William Safire examines the most narcissistic prefix: meta.

Not every critic is entranced (or, to get with it, ensorcelled) by such nattering of novelistic narcissism. "Meta is part of the unearned irony of the improperly educated postmodern crowd," opines Roger Kimball, an editor of The New Criterion. "It's verbal shorthand that expresses not a depth but an absence of thought. You'll find it in the slums of contemporary literary and art criticism."

The meta craze in criticism soon reached a point of parody about self-conscious parody. On Salon.com (I found it on Metacrawler, a Diogenic searcher of search engines), Stephanie Zacharek reviewed the 2002 film "Adaptation," calling it a "massively self-indulgent metamovie," adding that "if you're so meta that you're completely unimpressed with how meta it is, then you are only reinforcing the movie's point: You've been so meta-consumed by metaculture that you're no longer able to take pleasure in art."
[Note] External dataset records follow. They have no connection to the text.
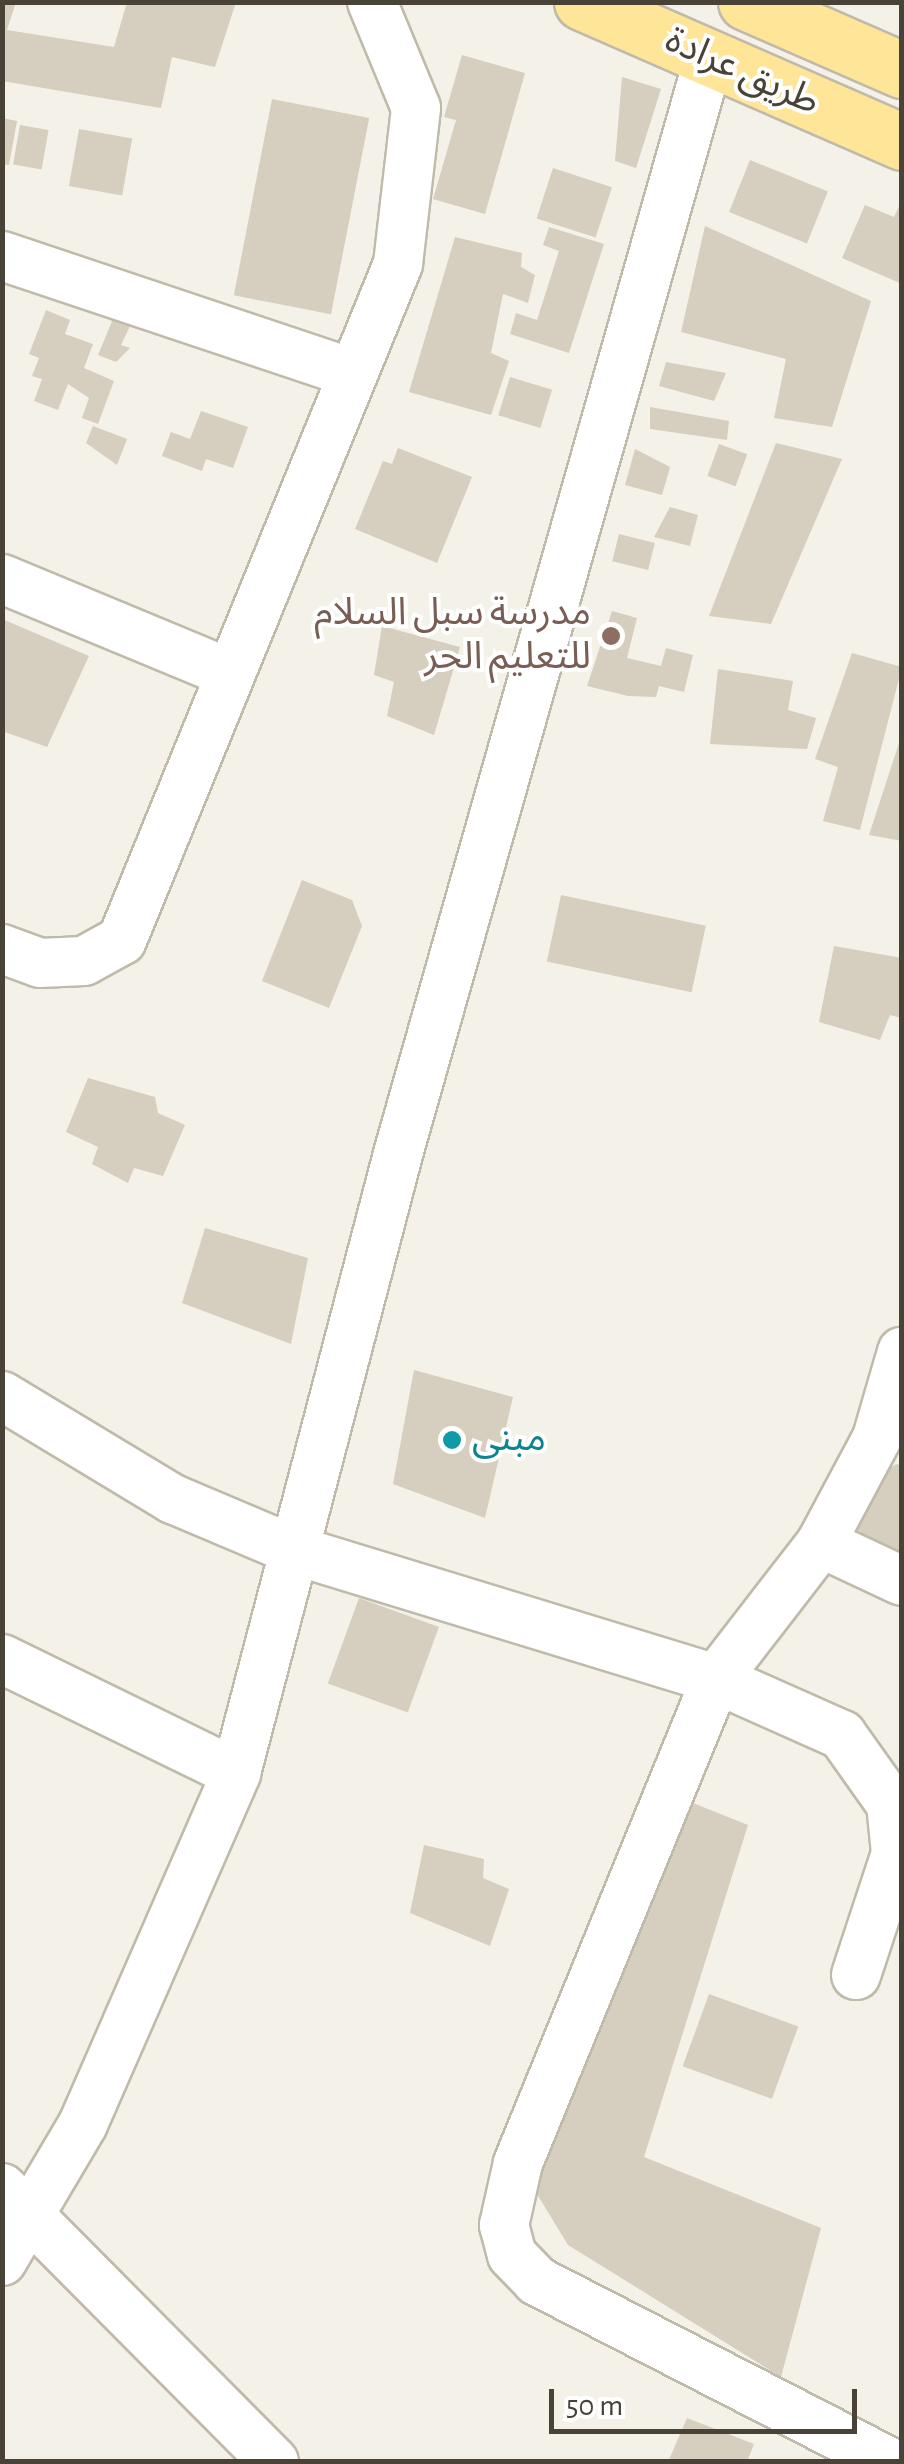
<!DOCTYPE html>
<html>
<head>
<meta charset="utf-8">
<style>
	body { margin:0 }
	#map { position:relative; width:904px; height:2464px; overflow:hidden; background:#f4f1e9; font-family:"Alegreya Sans","Noto Sans Arabic",sans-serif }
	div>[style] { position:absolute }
	.building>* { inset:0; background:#d6cebe; transform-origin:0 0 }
	.roads { filter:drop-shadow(2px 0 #c0baab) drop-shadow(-2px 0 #c0baab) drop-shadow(0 2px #c0baab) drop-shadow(0 -2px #c0baab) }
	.minor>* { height:48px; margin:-24px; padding:0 24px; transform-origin:24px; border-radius:24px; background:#fff }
	.major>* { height:55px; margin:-27.5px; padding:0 27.5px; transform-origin:27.5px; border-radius:27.5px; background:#fee598 }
	.dots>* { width:28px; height:28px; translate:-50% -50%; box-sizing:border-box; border:5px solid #fff; border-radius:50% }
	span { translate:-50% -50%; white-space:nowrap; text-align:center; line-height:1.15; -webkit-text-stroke:8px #fff; paint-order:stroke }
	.street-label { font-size:38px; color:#484237 }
	.education-label { font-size:38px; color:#785e54 }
	.right { translate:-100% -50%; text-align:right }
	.culture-label { font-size:38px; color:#0d838f }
	.left { translate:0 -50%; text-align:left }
	.frame { position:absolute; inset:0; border:5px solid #484237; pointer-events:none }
	.scale { position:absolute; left:549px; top:2389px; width:308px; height:45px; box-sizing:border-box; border:5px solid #484237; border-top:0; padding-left:12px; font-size:30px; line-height:35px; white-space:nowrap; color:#484237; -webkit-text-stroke:8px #fff; paint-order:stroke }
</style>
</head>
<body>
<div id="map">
	<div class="building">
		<i style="clip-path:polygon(2px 2px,16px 2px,7px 30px,114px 47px,127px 2px,236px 2px,215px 67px,172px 57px,161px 108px,2px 81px)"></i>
		<i style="clip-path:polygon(462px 55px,525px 73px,485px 214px,433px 199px,456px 120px,444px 117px)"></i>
		<i style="clip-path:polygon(622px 77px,661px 89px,636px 168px,615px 161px)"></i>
		<i style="left:272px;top:99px;width:99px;height:200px;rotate:11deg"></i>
		<i style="clip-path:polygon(2px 118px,17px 121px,9px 165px,2px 164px)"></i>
		<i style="left:20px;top:125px;width:29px;height:40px;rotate:10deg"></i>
		<i style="left:79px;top:129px;width:54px;height:58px;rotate:10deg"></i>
		<i style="left:750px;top:160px;width:84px;height:56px;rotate:22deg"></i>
		<i style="left:553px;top:168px;width:62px;height:53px;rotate:18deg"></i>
		<i style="clip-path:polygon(902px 200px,902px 284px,842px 258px,865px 205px,894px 217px)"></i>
		<i style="clip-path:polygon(705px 226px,871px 301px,832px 427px,774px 418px,786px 359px,681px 332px)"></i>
		<i style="clip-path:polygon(549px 227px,604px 244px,569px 353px,510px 334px,516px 313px,537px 320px,559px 251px,543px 245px)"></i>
		<i style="clip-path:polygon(455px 237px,522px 253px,521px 267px,535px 275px,528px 303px,503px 294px,491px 353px,509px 361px,491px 415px,409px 392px)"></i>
		<i style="clip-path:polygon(46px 310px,70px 320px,65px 334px,93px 344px,84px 368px,114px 381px,98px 424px,82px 418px,89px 398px,68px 384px,58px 410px,34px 401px,42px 379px,32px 376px,39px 358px,29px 354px)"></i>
		<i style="clip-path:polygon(113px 319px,130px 326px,121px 345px,130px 348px,116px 362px,98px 355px)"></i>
		<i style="clip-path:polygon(666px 362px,726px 373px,714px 401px,659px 386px)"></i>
		<i style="left:510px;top:377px;width:44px;height:40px;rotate:17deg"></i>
		<i style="clip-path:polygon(650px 407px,729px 421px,727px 440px,650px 429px)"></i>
		<i style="clip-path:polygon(201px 411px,248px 427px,233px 468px,206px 459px,202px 471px,162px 456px,171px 432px,190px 439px)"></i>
		<i style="clip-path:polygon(93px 426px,127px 439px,117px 465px,86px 443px)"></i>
		<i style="clip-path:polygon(776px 443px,842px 459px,771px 624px,709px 616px)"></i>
		<i style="left:719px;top:444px;width:30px;height:34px;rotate:20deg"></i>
		<i style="clip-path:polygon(398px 448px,472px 477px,437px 563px,355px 529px,383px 461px,392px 464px)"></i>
		<i style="clip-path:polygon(635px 449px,670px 467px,662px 495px,625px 485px)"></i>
		<i style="clip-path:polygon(670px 507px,698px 515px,690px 546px,654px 537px)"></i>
		<i style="left:619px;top:534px;width:37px;height:28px;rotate:14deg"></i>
		<i style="clip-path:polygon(612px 611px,637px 618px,627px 658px,661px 666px,666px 648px,693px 655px,684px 692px,659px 686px,656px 697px,628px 696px,587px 686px)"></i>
		<i style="clip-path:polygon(2px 619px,89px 656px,47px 747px,2px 731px)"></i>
		<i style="clip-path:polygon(382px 626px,460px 647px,434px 735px,387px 716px,394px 682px,374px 675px)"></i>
		<i style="clip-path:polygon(852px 653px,902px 667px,860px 830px,823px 821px,838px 767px,815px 759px)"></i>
		<i style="clip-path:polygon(718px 669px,793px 681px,788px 710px,816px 718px,807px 749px,710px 744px)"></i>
		<i style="clip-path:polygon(901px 737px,902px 737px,902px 841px,869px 835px)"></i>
		<i style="clip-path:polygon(302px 880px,352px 900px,362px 926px,329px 1008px,262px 981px)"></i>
		<i style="left:561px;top:895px;width:148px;height:68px;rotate:12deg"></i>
		<i style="clip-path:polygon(834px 946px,902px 958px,902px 1018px,890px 1015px,880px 1040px,819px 1022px)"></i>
		<i style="clip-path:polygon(88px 1078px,155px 1097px,158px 1113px,185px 1125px,163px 1176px,134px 1168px,128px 1183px,92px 1164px,98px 1147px,66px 1132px)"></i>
		<i style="clip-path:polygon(205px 1228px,308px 1258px,291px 1344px,182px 1303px)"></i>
		<i style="clip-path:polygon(414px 1370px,513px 1397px,485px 1518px,393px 1484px)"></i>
		<i style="clip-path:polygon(897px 1464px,902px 1467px,902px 1558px,847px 1533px,871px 1478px)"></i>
		<i style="left:359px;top:1598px;width:85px;height:91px;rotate:20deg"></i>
		<i style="clip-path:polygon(693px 1803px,748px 1825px,644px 2157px,821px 2228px,781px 2377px,568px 2245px,518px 2163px)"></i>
		<i style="clip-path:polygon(424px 1845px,484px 1859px,483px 1878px,509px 1889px,490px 1946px,410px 1913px)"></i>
		<i style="left:709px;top:1994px;width:95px;height:77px;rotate:20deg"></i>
		<i style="clip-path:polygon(687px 2418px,754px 2444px,747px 2462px,668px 2462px)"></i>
	</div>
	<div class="roads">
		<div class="minor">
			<i style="left:2px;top:256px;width:366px;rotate:18.5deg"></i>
			<i style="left:2px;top:579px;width:246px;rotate:22.5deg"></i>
			<i style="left:2px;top:949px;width:40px;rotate:20.2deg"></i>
			<i style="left:40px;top:963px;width:44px;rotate:-2.6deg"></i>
			<i style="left:84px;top:961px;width:43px;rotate:-28.9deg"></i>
			<i style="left:122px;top:940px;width:730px;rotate:-67.79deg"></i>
			<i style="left:398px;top:264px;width:157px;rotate:-83.4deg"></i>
			<i style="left:416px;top:108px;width:115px;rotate:-112.5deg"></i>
			<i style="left:2px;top:1396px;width:200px;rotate:31.1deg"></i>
			<i style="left:173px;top:1499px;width:131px;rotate:22.9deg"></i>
			<i style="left:294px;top:1550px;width:441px;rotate:17deg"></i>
			<i style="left:716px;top:1679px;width:172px;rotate:-52.3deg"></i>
			<i style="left:821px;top:1543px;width:89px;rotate:25.1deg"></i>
			<i style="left:821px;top:1543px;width:119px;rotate:-61.9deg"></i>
			<i style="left:877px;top:1438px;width:90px;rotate:-73.8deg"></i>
			<i style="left:2px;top:1659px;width:260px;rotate:26deg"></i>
			<i style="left:856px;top:1975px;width:128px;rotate:-71.8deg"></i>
			<i style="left:896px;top:1853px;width:49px;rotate:-95.8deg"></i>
			<i style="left:891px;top:1804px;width:85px;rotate:-125.4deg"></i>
			<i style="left:842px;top:1735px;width:138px;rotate:-156deg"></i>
			<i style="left:716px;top:1679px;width:523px;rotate:112.25deg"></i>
			<i style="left:518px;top:2163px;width:64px;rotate:102.7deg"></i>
			<i style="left:504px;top:2225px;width:31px;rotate:75deg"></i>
			<i style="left:512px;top:2255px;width:36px;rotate:46deg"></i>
			<i style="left:537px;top:2281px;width:396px;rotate:27.2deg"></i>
			<i style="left:2px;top:2188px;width:386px;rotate:45.2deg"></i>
			<i style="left:2px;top:2261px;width:159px;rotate:-59.4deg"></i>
			<i style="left:83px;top:2124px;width:383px;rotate:-66.4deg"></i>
			<i style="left:236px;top:1773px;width:640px;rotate:-75.33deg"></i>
			<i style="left:398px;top:1154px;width:1139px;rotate:-74.16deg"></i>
		</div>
		<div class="major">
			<i style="left:582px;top:2px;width:349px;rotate:23.6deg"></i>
			<i style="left:746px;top:2px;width:170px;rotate:23.6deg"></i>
		</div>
	</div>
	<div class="dots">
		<i style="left:611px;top:636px;background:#8d6e63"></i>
		<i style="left:452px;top:1440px;background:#0f9aa8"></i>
	</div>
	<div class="street-label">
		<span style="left:742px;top:72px;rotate:24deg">طريق عرادة</span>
	</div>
	<div class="education-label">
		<span class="right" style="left:591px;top:636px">مدرسة سبل السلام<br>للتعليم الحر</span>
	</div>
	<div class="culture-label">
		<span class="left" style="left:472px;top:1440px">مبنى</span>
	</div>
	<div class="frame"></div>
	<div class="scale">50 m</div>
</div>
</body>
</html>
Rarely do any of us in the language dodge find it possible to salute a lexicographer who was prescient about a linguistic development a full generation in advance. In an article in The New Republic of Sept. 5, 1988, titled "Meta Musings," David Justice, then editor for pronunciation and etymology at Merriam-Webster, was quoted as saying, "Meta is currently the fashionable prefix." The writer, Noam Cohen, added: "He predicts that, like retro - whose use solely as a prefix is so, well, retro - meta could become independent from other words, as in, 'Wow, this sentence is so meta.' If so, you heard it from me first.